L'envie de Printemps
L’envie...Chers lecteur nous avaient un peu quitté depuis quelques mois. Nous profitions de cette première mailing-list et de ce nouveau billet pour vous demander de bien vouloir nous pardonner. Oui nous pardonner de ne pas vous avoir donné de nouvelles depuis votre inscription, de ne pas avoir régulièrement écrit de nouvelles fiches, de ne pas avoir plus fait vivre ce site de passion.
Apres quelques essais de restaurants qui nous ont particulièrement déçu, après les débuts d’une crise économique nous exposant au quotidien que le monde est de plus en plus fou, nous n’avions pas trop envie de sortir ne sachant plus ou aller, et nous nous sommes recentrés sur nos valeurs sures. Vos courriers nous ont redonné l’envie, c’est aussi pour vous que nous souhaitons partager nos belles rencontres...

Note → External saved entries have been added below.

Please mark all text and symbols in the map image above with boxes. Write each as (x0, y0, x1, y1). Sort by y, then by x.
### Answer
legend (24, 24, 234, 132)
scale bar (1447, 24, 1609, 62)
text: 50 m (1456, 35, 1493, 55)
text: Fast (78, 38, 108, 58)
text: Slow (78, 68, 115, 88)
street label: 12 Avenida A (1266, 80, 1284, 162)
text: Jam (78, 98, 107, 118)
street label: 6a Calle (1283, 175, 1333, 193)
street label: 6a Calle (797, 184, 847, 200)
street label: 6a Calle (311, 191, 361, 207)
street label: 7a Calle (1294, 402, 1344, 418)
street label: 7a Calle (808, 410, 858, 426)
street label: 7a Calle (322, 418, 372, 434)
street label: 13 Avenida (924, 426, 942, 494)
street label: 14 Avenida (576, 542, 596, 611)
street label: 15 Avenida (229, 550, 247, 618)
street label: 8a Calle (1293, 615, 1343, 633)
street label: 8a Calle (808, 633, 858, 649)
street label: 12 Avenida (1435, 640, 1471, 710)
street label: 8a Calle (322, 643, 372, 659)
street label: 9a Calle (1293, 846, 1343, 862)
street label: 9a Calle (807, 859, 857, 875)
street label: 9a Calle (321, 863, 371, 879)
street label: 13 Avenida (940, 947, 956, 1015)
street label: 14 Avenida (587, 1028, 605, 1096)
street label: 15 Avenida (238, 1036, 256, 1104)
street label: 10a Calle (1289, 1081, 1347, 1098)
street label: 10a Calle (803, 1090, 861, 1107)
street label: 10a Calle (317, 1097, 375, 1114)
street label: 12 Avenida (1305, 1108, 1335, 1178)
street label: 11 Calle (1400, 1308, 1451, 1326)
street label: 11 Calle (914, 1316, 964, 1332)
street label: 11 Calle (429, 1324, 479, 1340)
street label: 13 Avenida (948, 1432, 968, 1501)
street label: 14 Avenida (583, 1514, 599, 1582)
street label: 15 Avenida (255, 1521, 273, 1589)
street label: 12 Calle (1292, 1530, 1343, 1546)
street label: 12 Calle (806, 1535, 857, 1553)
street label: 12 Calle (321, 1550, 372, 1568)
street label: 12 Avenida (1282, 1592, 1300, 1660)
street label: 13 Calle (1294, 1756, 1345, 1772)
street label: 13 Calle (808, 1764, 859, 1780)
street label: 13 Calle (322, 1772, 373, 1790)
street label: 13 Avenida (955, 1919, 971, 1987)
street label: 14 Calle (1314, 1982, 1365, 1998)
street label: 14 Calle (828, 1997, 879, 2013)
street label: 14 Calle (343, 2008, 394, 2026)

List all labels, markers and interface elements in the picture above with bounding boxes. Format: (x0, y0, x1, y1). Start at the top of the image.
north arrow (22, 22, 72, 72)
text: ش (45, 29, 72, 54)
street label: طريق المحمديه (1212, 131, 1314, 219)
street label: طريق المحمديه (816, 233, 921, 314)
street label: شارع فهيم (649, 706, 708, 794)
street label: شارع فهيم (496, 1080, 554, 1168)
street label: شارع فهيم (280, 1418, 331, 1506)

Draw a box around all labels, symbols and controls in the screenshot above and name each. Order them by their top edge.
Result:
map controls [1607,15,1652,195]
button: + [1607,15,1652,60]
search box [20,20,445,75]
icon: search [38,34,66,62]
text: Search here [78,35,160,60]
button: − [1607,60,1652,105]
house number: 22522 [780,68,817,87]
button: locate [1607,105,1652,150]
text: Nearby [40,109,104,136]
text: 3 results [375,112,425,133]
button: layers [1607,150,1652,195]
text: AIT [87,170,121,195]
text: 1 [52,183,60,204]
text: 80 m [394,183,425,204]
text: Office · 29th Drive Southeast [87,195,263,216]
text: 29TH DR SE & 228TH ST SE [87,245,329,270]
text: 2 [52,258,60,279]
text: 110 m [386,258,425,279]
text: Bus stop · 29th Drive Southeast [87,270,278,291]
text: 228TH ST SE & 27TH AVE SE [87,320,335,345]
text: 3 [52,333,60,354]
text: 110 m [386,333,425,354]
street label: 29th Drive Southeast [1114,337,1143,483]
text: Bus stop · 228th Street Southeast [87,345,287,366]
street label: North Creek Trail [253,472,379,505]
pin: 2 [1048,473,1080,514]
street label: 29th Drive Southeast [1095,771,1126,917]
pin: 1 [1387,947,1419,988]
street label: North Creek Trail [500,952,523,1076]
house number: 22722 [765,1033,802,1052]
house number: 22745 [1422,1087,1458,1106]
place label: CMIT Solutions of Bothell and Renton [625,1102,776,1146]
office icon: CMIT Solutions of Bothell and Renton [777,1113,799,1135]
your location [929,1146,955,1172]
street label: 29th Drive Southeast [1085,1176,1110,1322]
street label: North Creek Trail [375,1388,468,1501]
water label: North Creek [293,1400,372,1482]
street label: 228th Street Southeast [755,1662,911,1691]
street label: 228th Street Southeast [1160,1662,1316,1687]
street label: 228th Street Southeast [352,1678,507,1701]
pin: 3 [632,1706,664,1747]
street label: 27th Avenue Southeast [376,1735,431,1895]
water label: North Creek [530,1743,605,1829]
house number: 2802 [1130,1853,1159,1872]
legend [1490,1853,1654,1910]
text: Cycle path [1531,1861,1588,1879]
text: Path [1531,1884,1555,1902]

Oui tout semble changer, comme en automobile, tout semble nous pousser a ne plus aller au restaurant. Les prix des vins sur les cartes sont comme les radars sur nos routes et commencent a nous ôter tout plaisir. Non pas de circuler en auto mais de simplement d'en avoir une, simplement de vouloir prendre un peu de plaisir avec un objet de loisir, de liberté qui lui aussi permettait de découvrir nos régions, de découvrir l'Europe, le monde. Qu'il est loin le temps ou Charles Trenet chantait la Nationale 7, cette route où l'on pouvait s'arrêter a chaque auberge et faire un bon repas. Cette route ou l'on pouvait s'attabler chez Fernand Point, Chez la mère Brasier ( trois étoiles michelin mais ou l'on mangeait sur une nappe a carreaux des plats fait avec ses tripes, avec le coeur, bref tout le contraire d'aujourd'hui ou le décor, l'image, l'illusion prime sur âme...), chez Paul Bocuse, chez l'adorable monsieur Pic...et tant d'autres. Toutes ces grandes tables étaient, de plus, très abordables et non plus réservées comme aujourd'hui a des riches touristes qui arrosent leur repas soit d'un coca ou d'un Montrachet (le plus coûteux possible) ou même les deux, non pas pour le vignoble mais pour son seul prix sur la carte. Qu'il est loin le temps ou l'on pouvait prendre une bouteille d'un vin sur ces tables, et sur les autres, sans subir des coefficients entre 4 et 10 !!!
Mais il y a avait aussi quantité de petites auberges ou la patronne mijotait avec amour des plats qui donnait envie de flâner, de s'arrêter d'une nouvelle fois chez une cousine un peu plus bas avant d'attendre la mer. A l'heure des sandwichs autoroutiers, des charges que nous payons dans l'assiette, de cette privation de ne plus pouvoir oser essayer, où sont elles ces auberges...Elles ne sont plus sur les routes, plus sur nos lieux de vacances ou l'été même au bord de l'eau, il est de plus en plus difficile de ne plus manger un poisson congelé...Elles ne sont memes plus en bas de chez nous !!!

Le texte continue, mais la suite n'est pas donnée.